I have an optimization problem and I'm solving it with scipy and the minimization module. I uses SLSQP as method, because it is the only one, which fits to my problem. The function to optimize is a cost function with 'x' as a list of percentages. I have some constraints which has to be respected:
At first, the sum of the percentages should be 1 (PercentSum(x)) This constrain is added as 'eg' (equal) as you can see in the code.
The second constraint is about a physical value which must be less then 'proberty1Max '. This constrain is added as 'ineq' (inequal). So if 'proberty1 < proberty1Max ' the function should be bigger than 0. Otherwise the function should be 0. The functions is differentiable.
Below you can see a model of my try. The problem is the 'constrain' function. I get solutions, where the sum of 'prop' is bigger than 'probertyMax'.
import numpy as np
from scipy.optimize import minimize
class objects:
def __init__(self, percentOfInput, min, max, cost, proberty1, proberty2):
self.percentOfInput = percentOfInput
self.min = min
self.max = max
self.cost = cost
self.proberty1 = proberty1
self.proberty2 = proberty2
class data:
def __init__(self):
self.objectList = list()
self.objectList.append(objects(10, 0, 20, 200, 2, 7))
self.objectList.append(objects(20, 5, 30, 230, 4, 2))
self.objectList.append(objects(30, 10, 40, 270, 5, 9))
self.objectList.append(objects(15, 0, 30, 120, 2, 2))
self.objectList.append(objects(25, 10, 40, 160, 3, 5))
self.proberty1Max = 1
self.proberty2Max = 6
D = data()
def optiFunction(x):
for index, obj in enumerate(D.objectList):
obj.percentOfInput = x[1]
costSum = 0
for obj in D.objectList:
costSum += obj.cost * obj.percentOfInput
return costSum
def PercentSum(x):
y = np.sum(x) -100
return y
def constraint(x, val):
for index, obj in enumerate(D.objectList):
obj.percentOfInput = x[1]
prop = 0
if val == 1:
for obj in D.objectList:
prop += obj.proberty1 * obj.percentOfInput
return D.proberty1Max -prop
else:
for obj in D.objectList:
prop += obj.proberty2 * obj.percentOfInput
return D.proberty2Max -prop
def checkConstrainOK(cons, x):
for con in cons:
y = con['fun'](x)
if con['type'] == 'eq' and y != 0:
print("eq constrain not respected y= ", y)
return False
elif con['type'] == 'ineq' and y <0:
print("ineq constrain not respected y= ", y)
return False
return True
initialGuess = []
b = []
for obj in D.objectList:
initialGuess.append(obj.percentOfInput)
b.append((obj.min, obj.max))
bnds = tuple(b)
cons = list()
cons.append({'type': 'eq', 'fun': PercentSum})
cons.append({'type': 'ineq', 'fun': lambda x, val=1 :constraint(x, val) })
cons.append({'type': 'ineq', 'fun': lambda x, val=2 :constraint(x, val) })
solution = minimize(optiFunction,initialGuess,method='SLSQP',\
bounds=bnds,constraints=cons,options={'eps':0.001,'disp':True})
print('status ' + str(solution.status))
print('message ' + str(solution.message))
checkConstrainOK(cons, solution.x)
There is no way to find a solution, but the output is this:
Positive directional derivative for linesearch (Exit mode 8)
Current function value: 4900.000012746761
Iterations: 7
Function evaluations: 21
Gradient evaluations: 3
status 8
message Positive directional derivative for linesearch
Where is my fault?

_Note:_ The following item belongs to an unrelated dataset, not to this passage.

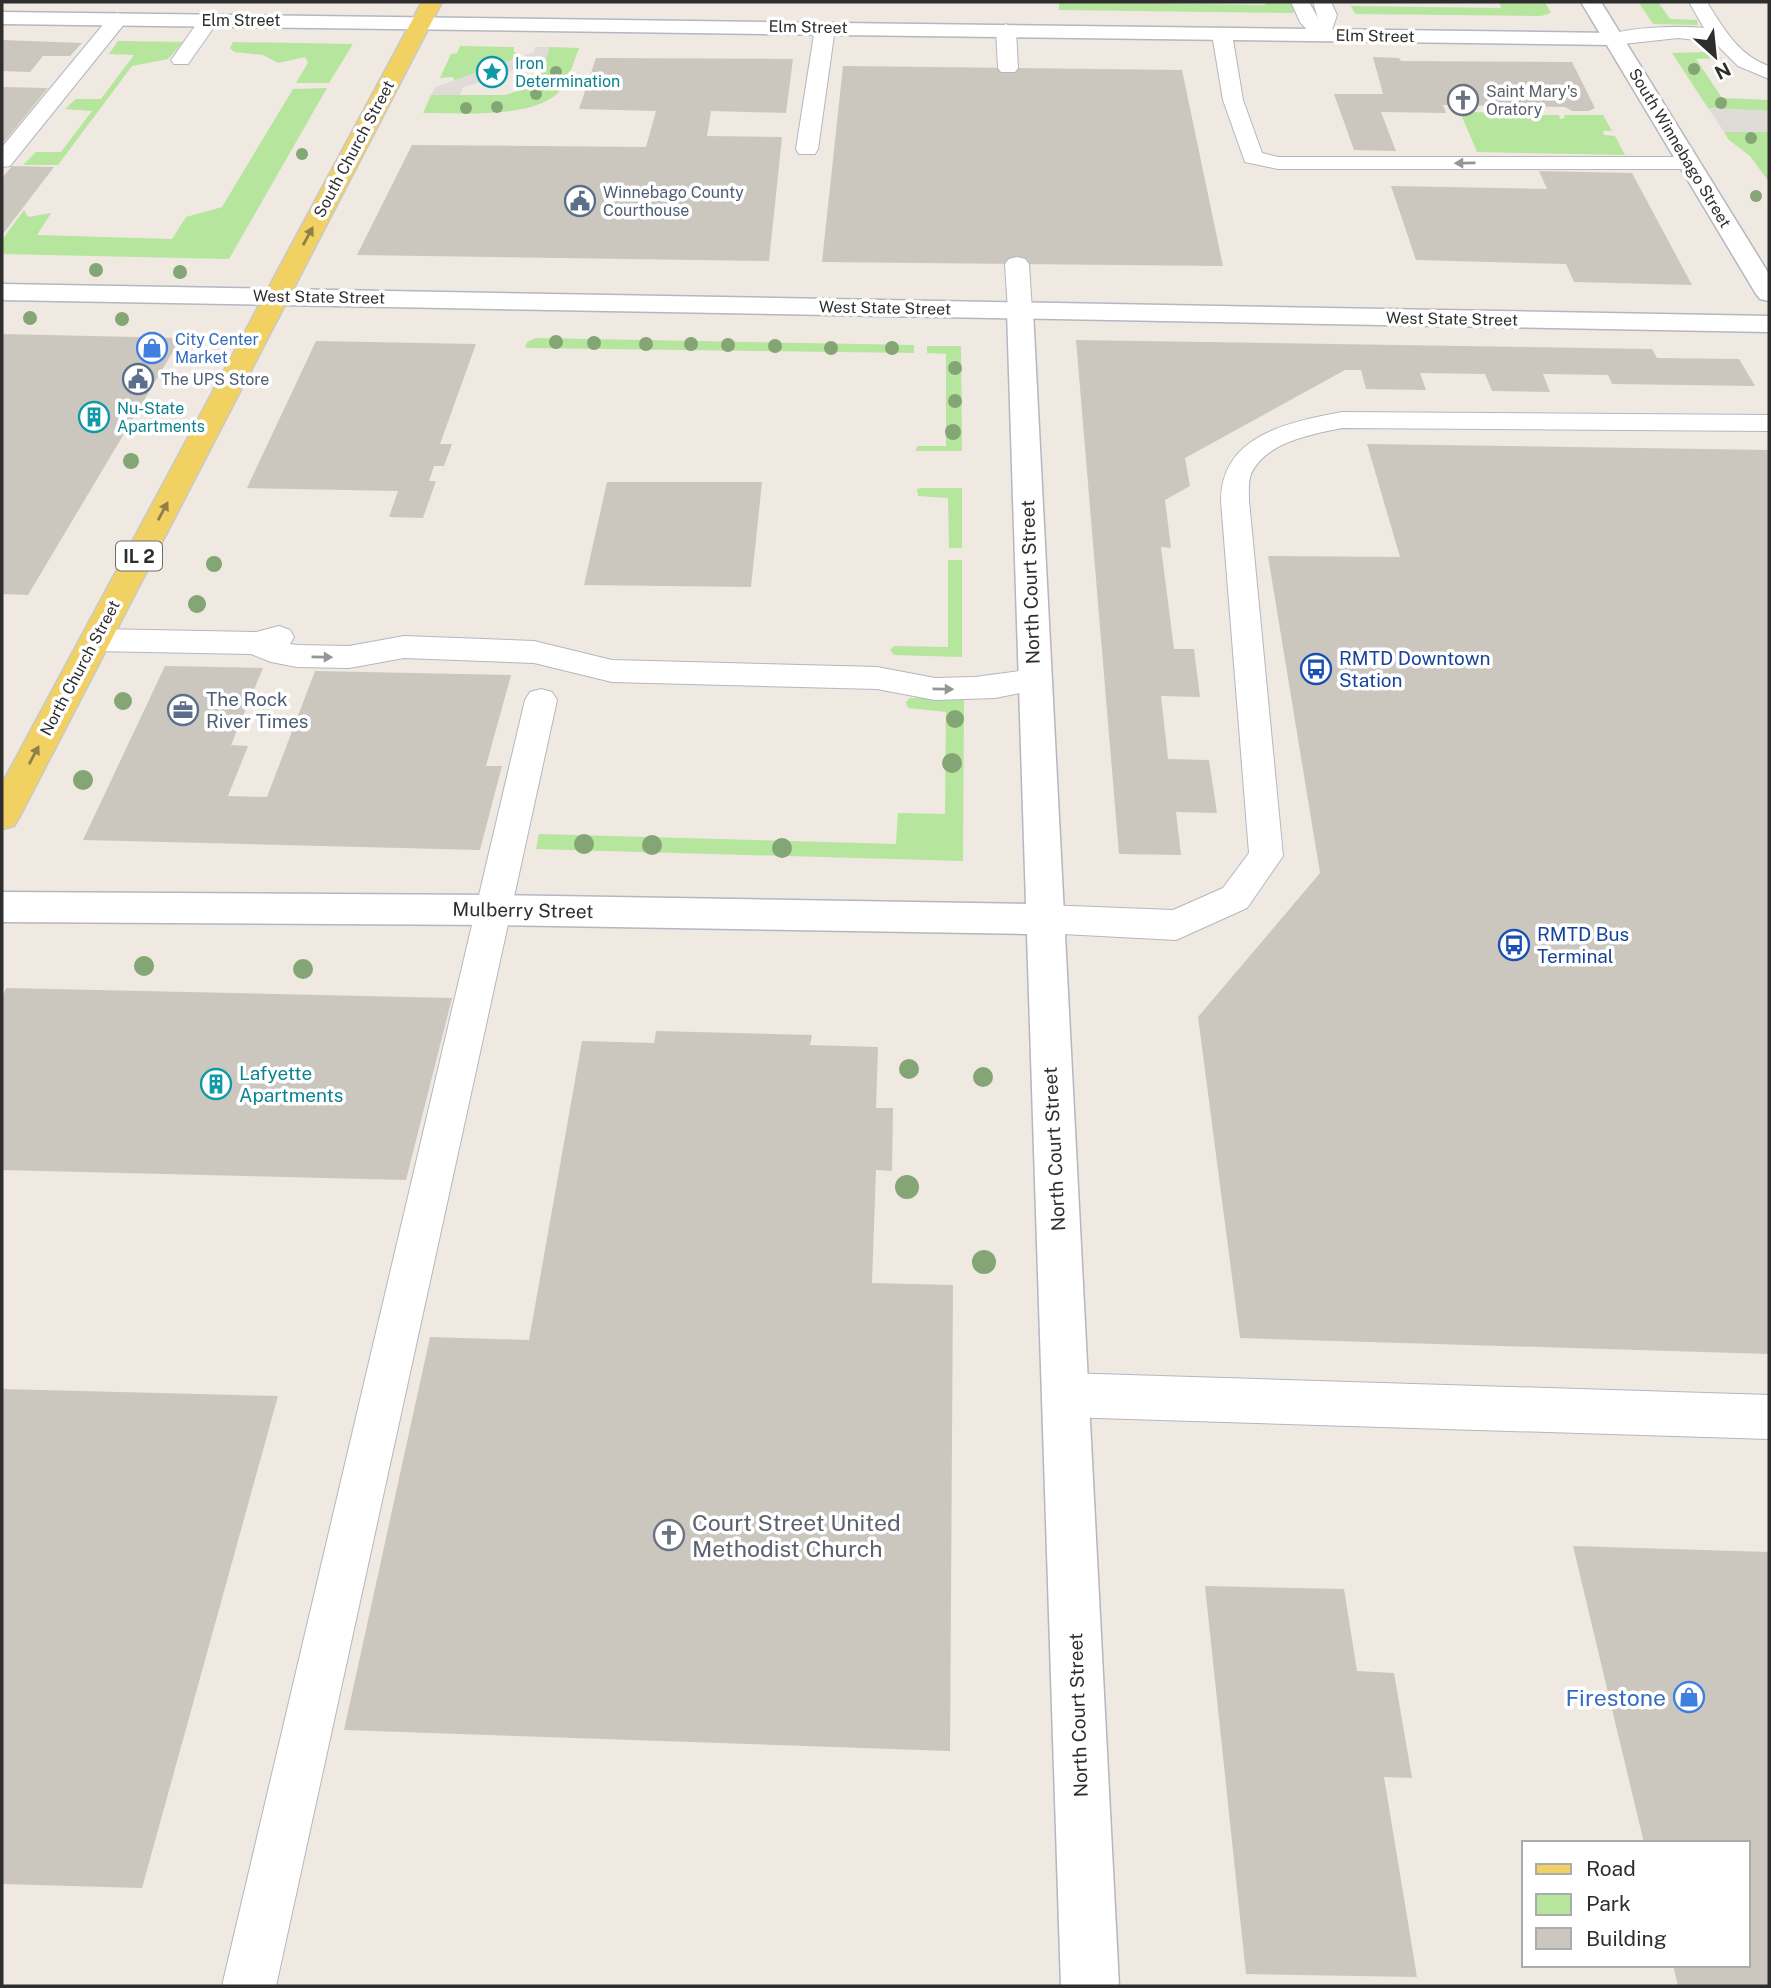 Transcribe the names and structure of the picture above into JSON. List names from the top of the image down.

In this case it ends with mode 8, because the example is very small. With bigger data the algorithm ends with mode 0. But I think it should ends with a hint that an constraint couldn't be hold.
It doesn't make a difference, if proberty1Max is set to 4 or to 1. But in the case it is 1, there could not be a valid solution.
PS: I changed a lot in this question... Now the code is executable.
EDIT:
1.Okay, I learned, an inequal constrain is accepted if the output is positiv (>0). In the past I think <0 would also be accepted. Because of this the constrain function is now a little bit shorter.
What about the constrain. In my real solution I add some constrains using a loop. In this case it is nice to feed a function with an index of the loop and in the function this index is used to choose an element of an array. In my example here, the "val" decides if the constrain is for proberty1 oder property2. What the constrain mean is, how much of a property is in the hole mix. So I'm calculating the property multiplied with the percentOfInput. "prop" is the sum of this over all objects.
I think there might be a connection to the issue tux007 mentioned in the comments. link to the issue
I think the optimizer doesn't work correct, if the initial guess is not a valid solution.
Linear programming is not good for overdetermined equations. My problem doesn't have a unique solution, its an approximation.
As mentioned in the comment I think this is the problem:
Misleading output from....
If you have a look at the latest changes, the constrain is not satisfied, but the algorithm says: "Positive directional derivative for linesearch"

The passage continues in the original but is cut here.